◆ **What to produce**:
Please transcribe every entry below exactly, without including the pictures.

◆ **The data**:
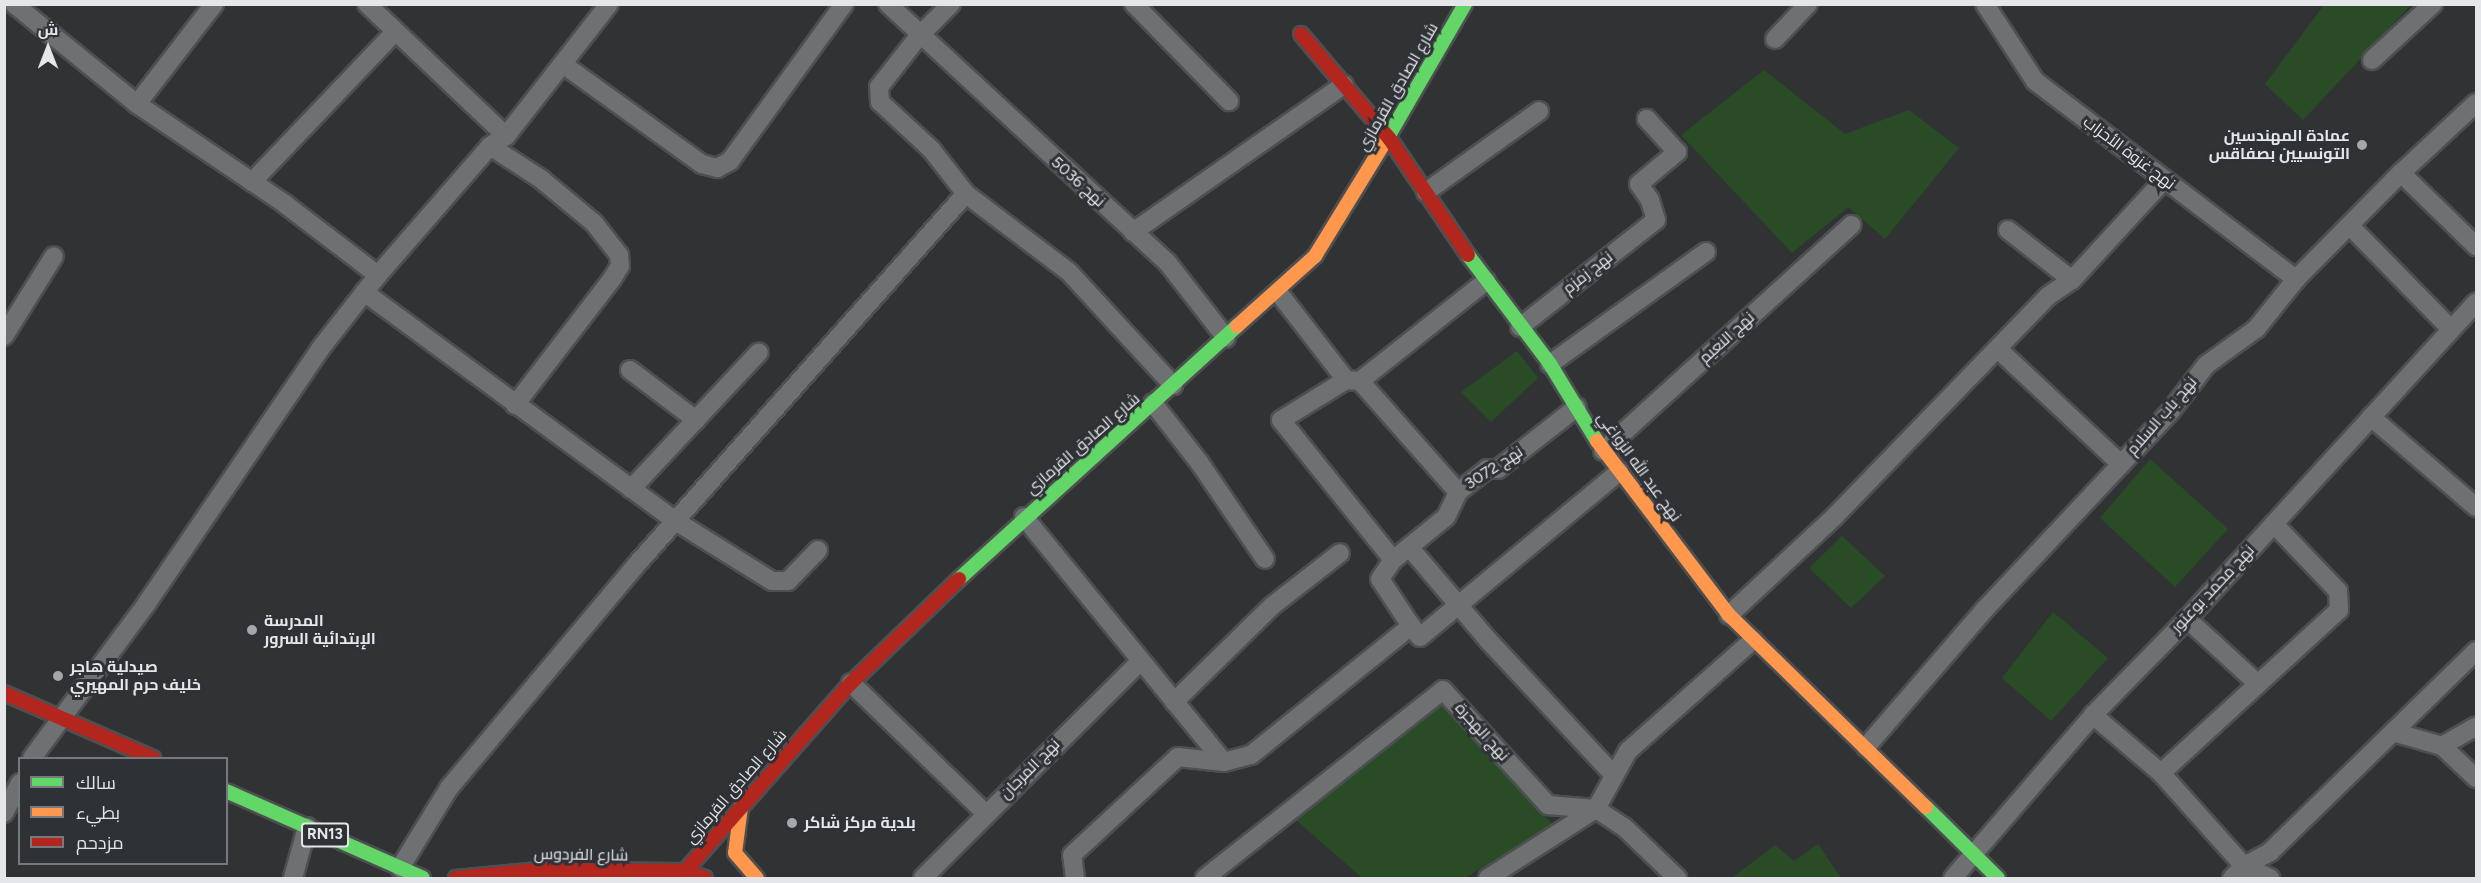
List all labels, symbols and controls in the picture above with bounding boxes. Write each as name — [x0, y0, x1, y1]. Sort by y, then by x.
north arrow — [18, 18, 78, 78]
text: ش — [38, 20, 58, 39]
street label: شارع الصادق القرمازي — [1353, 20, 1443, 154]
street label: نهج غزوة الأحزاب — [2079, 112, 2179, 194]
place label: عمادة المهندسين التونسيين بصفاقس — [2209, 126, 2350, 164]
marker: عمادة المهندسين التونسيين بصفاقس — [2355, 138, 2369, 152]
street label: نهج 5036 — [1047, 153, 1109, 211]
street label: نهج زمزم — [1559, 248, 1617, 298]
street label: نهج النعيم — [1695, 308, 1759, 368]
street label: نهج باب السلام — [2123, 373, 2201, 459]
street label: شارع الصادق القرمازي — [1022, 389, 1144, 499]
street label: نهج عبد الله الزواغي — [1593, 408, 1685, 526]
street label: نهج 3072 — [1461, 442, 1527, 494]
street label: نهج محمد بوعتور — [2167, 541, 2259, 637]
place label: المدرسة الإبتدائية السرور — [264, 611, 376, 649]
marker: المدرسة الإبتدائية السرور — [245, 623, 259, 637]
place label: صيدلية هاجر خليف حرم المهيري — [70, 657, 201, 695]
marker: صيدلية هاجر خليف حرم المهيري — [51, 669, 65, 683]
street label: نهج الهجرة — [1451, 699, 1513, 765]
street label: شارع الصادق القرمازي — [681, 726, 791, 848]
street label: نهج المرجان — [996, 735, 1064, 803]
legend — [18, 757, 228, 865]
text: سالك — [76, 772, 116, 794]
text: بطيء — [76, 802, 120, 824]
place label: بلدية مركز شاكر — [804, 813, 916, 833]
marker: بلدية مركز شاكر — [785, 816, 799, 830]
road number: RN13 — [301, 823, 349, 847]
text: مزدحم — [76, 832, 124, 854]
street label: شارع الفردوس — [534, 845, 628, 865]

◆ **Reply to the task**:
List all labels, symbols and controls in the picture above with bounding boxes. Write each as name — [x0, y0, x1, y1]. Sort by y, then by x.
north arrow — [18, 18, 78, 78]
text: ش — [38, 20, 58, 39]
street label: شارع الصادق القرمازي — [1353, 20, 1443, 154]
street label: نهج غزوة الأحزاب — [2079, 112, 2179, 194]
place label: عمادة المهندسين التونسيين بصفاقس — [2209, 126, 2350, 164]
marker: عمادة المهندسين التونسيين بصفاقس — [2355, 138, 2369, 152]
street label: نهج 5036 — [1047, 153, 1109, 211]
street label: نهج زمزم — [1559, 248, 1617, 298]
street label: نهج النعيم — [1695, 308, 1759, 368]
street label: نهج باب السلام — [2123, 373, 2201, 459]
street label: شارع الصادق القرمازي — [1022, 389, 1144, 499]
street label: نهج عبد الله الزواغي — [1593, 408, 1685, 526]
street label: نهج 3072 — [1461, 442, 1527, 494]
street label: نهج محمد بوعتور — [2167, 541, 2259, 637]
place label: المدرسة الإبتدائية السرور — [264, 611, 376, 649]
marker: المدرسة الإبتدائية السرور — [245, 623, 259, 637]
place label: صيدلية هاجر خليف حرم المهيري — [70, 657, 201, 695]
marker: صيدلية هاجر خليف حرم المهيري — [51, 669, 65, 683]
street label: نهج الهجرة — [1451, 699, 1513, 765]
street label: شارع الصادق القرمازي — [681, 726, 791, 848]
street label: نهج المرجان — [996, 735, 1064, 803]
legend — [18, 757, 228, 865]
text: سالك — [76, 772, 116, 794]
text: بطيء — [76, 802, 120, 824]
place label: بلدية مركز شاكر — [804, 813, 916, 833]
marker: بلدية مركز شاكر — [785, 816, 799, 830]
road number: RN13 — [301, 823, 349, 847]
text: مزدحم — [76, 832, 124, 854]
street label: شارع الفردوس — [534, 845, 628, 865]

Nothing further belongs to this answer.